** To do **
Transcribe exactly the lines from the first line of the records through the line containing "filter:drop-shadow(0 0 1px", and leave out every picture.

-- Data for the task follows --

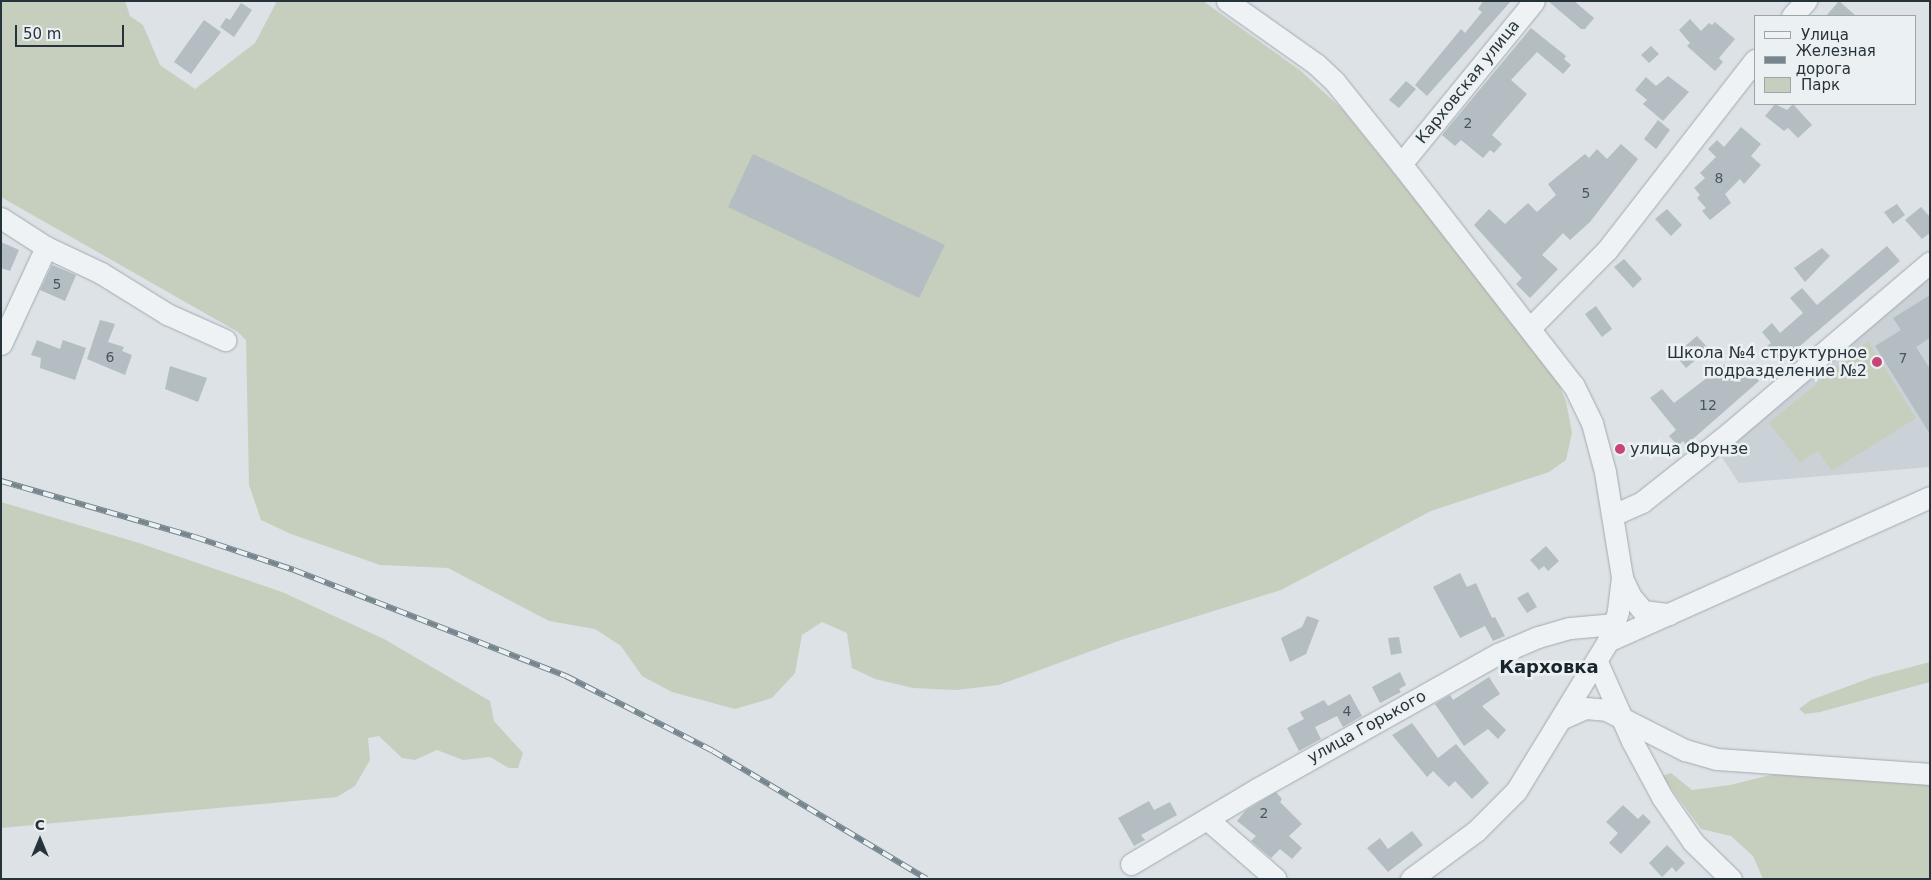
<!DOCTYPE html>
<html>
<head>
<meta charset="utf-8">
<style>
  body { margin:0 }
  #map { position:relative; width:1931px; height:880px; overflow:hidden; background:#dce2e6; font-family:"DejaVu Sans",sans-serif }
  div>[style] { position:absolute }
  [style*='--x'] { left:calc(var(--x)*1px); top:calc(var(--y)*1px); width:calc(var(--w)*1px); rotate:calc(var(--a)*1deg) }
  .built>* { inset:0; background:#cad2d7 }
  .green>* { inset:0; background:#c6cfbe }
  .building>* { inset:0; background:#b4bdc2 }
  .roads { filter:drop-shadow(0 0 1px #a2aaaf) drop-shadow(0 0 1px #a2aaaf) }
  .minor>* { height:21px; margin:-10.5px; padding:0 10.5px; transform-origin:10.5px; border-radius:10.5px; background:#eef2f4 }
  .rail>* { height:5.5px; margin-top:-2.75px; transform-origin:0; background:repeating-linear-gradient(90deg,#ebf1f3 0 11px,#76858e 0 22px); box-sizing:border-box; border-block:1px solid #76858e }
  .dots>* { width:14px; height:14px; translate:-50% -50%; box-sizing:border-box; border:2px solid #ebf1f3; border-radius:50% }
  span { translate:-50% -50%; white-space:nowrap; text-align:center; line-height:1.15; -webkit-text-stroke:5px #ebf1f3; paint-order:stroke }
  .number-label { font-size:14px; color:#4a565d }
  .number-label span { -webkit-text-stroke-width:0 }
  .street-label { font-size:16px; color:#27333b }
  .poi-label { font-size:16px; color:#27333b }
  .right { translate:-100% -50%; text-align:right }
  .left { translate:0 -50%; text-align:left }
  .neighbourhood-label { font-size:18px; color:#19242c; font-weight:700 }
  .frame { position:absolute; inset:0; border:2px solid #27333b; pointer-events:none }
  .legend { position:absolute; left:1754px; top:15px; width:162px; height:90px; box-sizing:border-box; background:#ebf1f3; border:1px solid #9da5a9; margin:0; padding:6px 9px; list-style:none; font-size:15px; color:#27333b }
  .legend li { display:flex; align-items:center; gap:10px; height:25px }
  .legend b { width:25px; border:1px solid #9da5a9 }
  .north { position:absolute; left:15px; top:815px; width:50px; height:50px; -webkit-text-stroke:4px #ebf1f3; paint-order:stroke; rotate:0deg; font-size:14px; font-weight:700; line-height:20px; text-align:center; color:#27333b }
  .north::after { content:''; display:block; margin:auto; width:18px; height:22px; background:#27333b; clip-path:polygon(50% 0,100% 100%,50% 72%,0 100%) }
  .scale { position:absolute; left:15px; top:25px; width:109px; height:22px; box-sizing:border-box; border:2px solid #27333b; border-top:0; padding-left:6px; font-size:15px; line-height:18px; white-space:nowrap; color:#27333b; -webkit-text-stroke:4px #ebf1f3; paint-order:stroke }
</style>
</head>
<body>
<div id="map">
  <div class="built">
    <i style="clip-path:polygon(1930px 271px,1930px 467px,1739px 483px,1719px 453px)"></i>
  </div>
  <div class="green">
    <i style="clip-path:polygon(1px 1px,125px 1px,130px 16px,143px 25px,160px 65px,195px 89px,255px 43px,277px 1px,1203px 1px,1301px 71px,1342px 109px,1553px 370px,1566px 401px,1572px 433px,1566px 460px,1549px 472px,1431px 511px,1281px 590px,1121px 640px,999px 685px,956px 690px,913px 688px,875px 679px,852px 668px,847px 633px,822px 622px,802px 635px,795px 673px,772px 698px,735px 709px,672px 692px,642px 676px,621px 646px,595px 629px,549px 621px,448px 568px,380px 565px,291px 534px,261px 520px,249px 485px,246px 340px,238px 332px,1px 197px)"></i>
    <i style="clip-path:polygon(1868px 341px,1916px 418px,1832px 471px,1818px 451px,1800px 463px,1769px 423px)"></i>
    <i style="clip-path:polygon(1px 502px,139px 543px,282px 592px,384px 639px,490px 701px,494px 721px,523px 753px,518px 768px,509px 768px,490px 757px,463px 760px,437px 750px,415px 760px,402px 758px,379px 736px,368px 738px,370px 760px,355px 786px,337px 797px,1px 828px)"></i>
    <i style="clip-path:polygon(1930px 662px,1930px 682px,1820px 712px,1805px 714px,1799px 709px,1811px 700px,1873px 677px)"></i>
    <i style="clip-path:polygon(1787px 771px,1930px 779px,1930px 879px,1763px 879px,1753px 856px,1731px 836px,1701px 829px,1662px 776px,1671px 773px,1692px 790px,1730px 785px)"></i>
  </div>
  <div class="building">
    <i style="clip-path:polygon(1483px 1px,1511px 1px,1427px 96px,1415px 85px,1461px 29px,1465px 33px,1482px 12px,1478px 9px)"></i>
    <i style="clip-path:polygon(1548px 1px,1574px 1px,1594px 18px,1585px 29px,1581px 29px)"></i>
    <i style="clip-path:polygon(1839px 1px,1856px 16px,1826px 16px)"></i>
    <i style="clip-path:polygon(241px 3px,252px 10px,234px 37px,220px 27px,226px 18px,230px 20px)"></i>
    <i style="clip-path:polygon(1690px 19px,1701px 31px,1709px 23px,1712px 25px,1715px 22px,1735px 39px,1719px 58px,1723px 62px,1715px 71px,1687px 46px,1690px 43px,1679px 30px)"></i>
    <i style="clip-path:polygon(204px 20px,221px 32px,191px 74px,174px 62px)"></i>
    <i style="clip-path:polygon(1531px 28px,1566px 56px,1564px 59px,1571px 65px,1563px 74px,1537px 52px,1511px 80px,1527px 94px,1492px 135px,1502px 144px,1494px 153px,1490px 150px,1483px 158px,1461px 140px,1455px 146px,1442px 135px)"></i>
    <i style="clip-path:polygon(1651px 46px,1659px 54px,1649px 63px,1641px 55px)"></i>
    <i style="clip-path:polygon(1668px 76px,1689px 92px,1663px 121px,1643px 104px,1647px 100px,1635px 90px,1646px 77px,1656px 86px)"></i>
    <i style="clip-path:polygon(1406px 81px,1416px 89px,1399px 108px,1389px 100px)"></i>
    <i style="clip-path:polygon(1775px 104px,1787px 110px,1793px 104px,1812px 125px,1798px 138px,1788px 128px,1784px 131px,1765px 116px)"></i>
    <i style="clip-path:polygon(1658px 120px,1670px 130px,1656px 149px,1644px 139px)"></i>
    <i style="clip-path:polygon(1741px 127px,1761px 144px,1751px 156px,1761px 165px,1744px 184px,1740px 179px,1725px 194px,1731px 203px,1710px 220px,1702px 211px,1706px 208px,1697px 198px,1700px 195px,1694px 188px,1705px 178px,1700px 173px,1716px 157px,1708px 149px,1717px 140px,1724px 147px)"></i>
    <i style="clip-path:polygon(1621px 144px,1638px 159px,1590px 222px,1570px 240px,1563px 233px,1542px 255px,1558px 269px,1530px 298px,1516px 284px,1522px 278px,1474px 225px,1489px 209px,1505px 224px,1528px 203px,1537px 212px,1556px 195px,1548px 184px,1585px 154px,1589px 158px,1597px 149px,1607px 159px)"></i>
    <i style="clip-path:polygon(753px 154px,945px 245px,919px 298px,728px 207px)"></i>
    <i style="clip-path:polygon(1897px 204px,1905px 215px,1893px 224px,1884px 212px)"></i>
    <i style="clip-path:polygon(1921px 207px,1930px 217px,1930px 233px,1922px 239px,1905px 220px)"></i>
    <i style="clip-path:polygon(1667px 209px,1682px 225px,1671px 236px,1655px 219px)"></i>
    <i style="clip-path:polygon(1px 242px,19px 250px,10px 271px,1px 268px)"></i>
    <i style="clip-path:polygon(1887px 246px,1900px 261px,1781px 362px,1767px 346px,1771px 343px,1762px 332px,1772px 323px,1780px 333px,1803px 313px,1790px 298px,1802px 288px,1817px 305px)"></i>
    <i style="clip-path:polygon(1822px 248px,1830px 256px,1805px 282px,1794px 268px)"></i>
    <i style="clip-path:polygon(1624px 259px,1642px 279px,1633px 288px,1614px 267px)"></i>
    <i style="clip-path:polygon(52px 265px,76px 275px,65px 301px,40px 290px)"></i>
    <i style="clip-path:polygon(1930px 295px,1930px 338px,1916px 347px,1930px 369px,1930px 434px,1875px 346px,1901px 330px,1893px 318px)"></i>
    <i style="clip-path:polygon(1596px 306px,1612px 329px,1602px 337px,1585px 314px)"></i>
    <i style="clip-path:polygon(100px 320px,115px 324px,108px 342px,124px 347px,122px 351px,132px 355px,125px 375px,87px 359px)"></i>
    <i style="clip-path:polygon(1697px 336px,1709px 349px,1686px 368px,1675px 355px)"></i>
    <i style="clip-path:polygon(37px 340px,60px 349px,63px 340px,86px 348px,75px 380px,40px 368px,41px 358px,31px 355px)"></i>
    <i style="clip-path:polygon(1725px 364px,1734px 375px,1745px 365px,1759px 381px,1686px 445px,1683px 441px,1678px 446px,1669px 436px,1676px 430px,1650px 398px,1662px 389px,1674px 403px)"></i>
    <i style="clip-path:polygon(170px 366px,207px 378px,198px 402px,165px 389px)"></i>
    <i style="clip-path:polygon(1546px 546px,1559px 561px,1548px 571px,1544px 566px,1539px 570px,1530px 560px)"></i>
    <i style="clip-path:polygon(1460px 573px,1467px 587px,1476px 583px,1492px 618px,1495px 617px,1505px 636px,1493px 641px,1485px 626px,1460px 638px,1433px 587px)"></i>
    <i style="clip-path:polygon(1528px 592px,1537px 607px,1527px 613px,1517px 598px)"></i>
    <i style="clip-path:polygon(1307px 616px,1319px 620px,1306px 654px,1290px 662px,1281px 638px,1302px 627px)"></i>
    <i style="clip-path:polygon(1399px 637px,1402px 653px,1391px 655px,1388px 638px)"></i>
    <i style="clip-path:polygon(1400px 672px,1406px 685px,1399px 689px,1401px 692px,1380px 703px,1372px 687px)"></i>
    <i style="clip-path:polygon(1489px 677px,1500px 694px,1482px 706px,1506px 730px,1498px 739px,1488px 729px,1464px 746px,1435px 704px,1450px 695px,1453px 700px)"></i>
    <i style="clip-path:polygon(1350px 694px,1362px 716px,1343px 727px,1337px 716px,1315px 727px,1321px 739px,1299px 751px,1287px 728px,1304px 719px,1300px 712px,1324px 700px,1328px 706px)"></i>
    <i style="clip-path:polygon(1412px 723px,1438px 758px,1456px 744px,1489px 783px,1472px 799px,1455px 781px,1449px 787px,1433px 771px,1427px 777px,1392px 735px)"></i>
    <i style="clip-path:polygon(1276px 792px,1282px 799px,1280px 802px,1302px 824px,1289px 836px,1302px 848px,1292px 859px,1280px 849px,1271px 858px,1251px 841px,1256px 836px,1237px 821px,1245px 811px)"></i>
    <i style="clip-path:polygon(1149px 801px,1154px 810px,1170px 802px,1177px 815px,1141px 835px,1145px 840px,1134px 846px,1118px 818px)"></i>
    <i style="clip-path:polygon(1623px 805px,1638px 819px,1643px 814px,1651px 822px,1621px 854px,1609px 843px,1618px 833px,1606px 822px)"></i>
    <i style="clip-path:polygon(1412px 831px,1423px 845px,1388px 872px,1367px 848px,1380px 838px,1388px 849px)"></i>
    <i style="clip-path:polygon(1667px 845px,1685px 863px,1676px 872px,1672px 867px,1662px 877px,1649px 863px)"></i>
  </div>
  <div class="roads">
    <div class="minor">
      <i style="--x:1227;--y:1;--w:109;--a:35.3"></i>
      <i style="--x:1316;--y:64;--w:26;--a:43"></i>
      <i style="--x:1335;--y:82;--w:105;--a:51.2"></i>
      <i style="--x:1401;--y:164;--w:281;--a:52.1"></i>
      <i style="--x:1574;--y:386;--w:41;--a:64.1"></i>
      <i style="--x:1592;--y:423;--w:51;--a:75.1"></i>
      <i style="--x:1605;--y:472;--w:106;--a:80.8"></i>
      <i style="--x:1622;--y:577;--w:35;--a:97"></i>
      <i style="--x:1618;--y:612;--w:31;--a:109"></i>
      <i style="--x:1608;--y:641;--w:176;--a:121.5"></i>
      <i style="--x:1516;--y:791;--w:57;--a:135"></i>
      <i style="--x:1476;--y:831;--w:81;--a:143.6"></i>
      <i style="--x:1792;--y:16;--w:21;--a:-47"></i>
      <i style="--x:1401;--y:164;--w:210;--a:-50.8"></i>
      <i style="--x:1;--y:218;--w:54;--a:32.8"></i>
      <i style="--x:46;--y:247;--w:61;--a:25.3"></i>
      <i style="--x:101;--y:273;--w:78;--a:31.8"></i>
      <i style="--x:167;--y:314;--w:64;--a:24.1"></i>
      <i style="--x:1530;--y:328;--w:110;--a:-45.4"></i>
      <i style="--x:1607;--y:250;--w:241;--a:-52.1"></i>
      <i style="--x:1;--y:344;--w:107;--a:-65.1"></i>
      <i style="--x:1613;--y:515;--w:32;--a:-24"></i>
      <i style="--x:1642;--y:502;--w:110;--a:-38.3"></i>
      <i style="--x:1728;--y:434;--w:265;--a:-40.4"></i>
      <i style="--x:1622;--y:578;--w:21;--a:65"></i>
      <i style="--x:1631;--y:597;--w:18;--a:49"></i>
      <i style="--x:1643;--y:611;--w:26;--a:7"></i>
      <i style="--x:1608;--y:641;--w:353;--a:-24.1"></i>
      <i style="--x:1597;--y:662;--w:86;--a:66.1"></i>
      <i style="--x:1632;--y:741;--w:64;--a:61.8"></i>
      <i style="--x:1662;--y:797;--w:55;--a:55.4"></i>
      <i style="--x:1693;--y:842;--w:53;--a:44.2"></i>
      <i style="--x:1563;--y:718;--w:24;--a:-24"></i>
      <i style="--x:1585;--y:708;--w:21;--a:5"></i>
      <i style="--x:1606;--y:710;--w:89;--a:26.9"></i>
      <i style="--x:1685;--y:750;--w:33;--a:16"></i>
      <i style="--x:1717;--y:759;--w:214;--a:4"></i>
      <i style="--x:1207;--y:819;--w:91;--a:41"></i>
      <i style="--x:1131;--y:864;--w:147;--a:-30.8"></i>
      <i style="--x:1257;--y:789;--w:276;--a:-29.3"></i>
      <i style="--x:1498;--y:654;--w:43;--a:-23"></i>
      <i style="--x:1538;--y:637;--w:33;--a:-16"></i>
      <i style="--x:1570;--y:628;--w:45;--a:-5.1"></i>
    </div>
  </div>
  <div class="rail">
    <i style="--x:1;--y:481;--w:202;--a:16.1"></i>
    <i style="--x:195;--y:537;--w:104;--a:18.4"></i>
    <i style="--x:294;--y:570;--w:292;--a:21.3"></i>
    <i style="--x:566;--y:676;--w:165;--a:27"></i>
    <i style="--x:713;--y:751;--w:249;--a:30.9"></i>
  </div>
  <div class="dots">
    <i style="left:1877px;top:362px;background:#c74579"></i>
    <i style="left:1620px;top:449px;background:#c74579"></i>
  </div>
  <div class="number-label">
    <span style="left:1468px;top:123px">2</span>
    <span style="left:1719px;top:178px">8</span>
    <span style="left:1586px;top:193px">5</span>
    <span style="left:57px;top:284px">5</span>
    <span style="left:110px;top:357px">6</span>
    <span style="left:1903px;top:358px">7</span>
    <span style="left:1708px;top:405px">12</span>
    <span style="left:1347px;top:711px">4</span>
    <span style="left:1264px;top:813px">2</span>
  </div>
  <div class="street-label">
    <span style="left:1468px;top:82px;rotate:-51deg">Карховская улица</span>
    <span style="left:1367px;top:727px;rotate:-29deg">улица Горького</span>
  </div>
  <div class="poi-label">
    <span class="right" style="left:1867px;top:362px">Школа №4 структурное<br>подразделение №2</span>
    <span class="left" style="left:1630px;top:449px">улица Фрунзе</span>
  </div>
  <div class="neighbourhood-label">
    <span style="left:1549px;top:667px">Карховка</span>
  </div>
  <div class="frame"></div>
  <ul class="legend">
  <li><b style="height:6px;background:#eef2f4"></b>Улица</li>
  <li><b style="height:6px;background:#76858e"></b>Железная дорога</li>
  <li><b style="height:14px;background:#c6cfbe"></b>Парк</li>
  </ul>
  <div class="north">С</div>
  <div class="scale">50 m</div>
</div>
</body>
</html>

-- Data for the task concluded --

** Task response **
<!DOCTYPE html>
<html>
<head>
<meta charset="utf-8">
<style>
  body { margin:0 }
  #map { position:relative; width:1931px; height:880px; overflow:hidden; background:#dce2e6; font-family:"DejaVu Sans",sans-serif }
  div>[style] { position:absolute }
  [style*='--x'] { left:calc(var(--x)*1px); top:calc(var(--y)*1px); width:calc(var(--w)*1px); rotate:calc(var(--a)*1deg) }
  .built>* { inset:0; background:#cad2d7 }
  .green>* { inset:0; background:#c6cfbe }
  .building>* { inset:0; background:#b4bdc2 }
  .roads { filter:drop-shadow(0 0 1px #a2aaaf) drop-shadow(0 0 1px #a2aaaf) }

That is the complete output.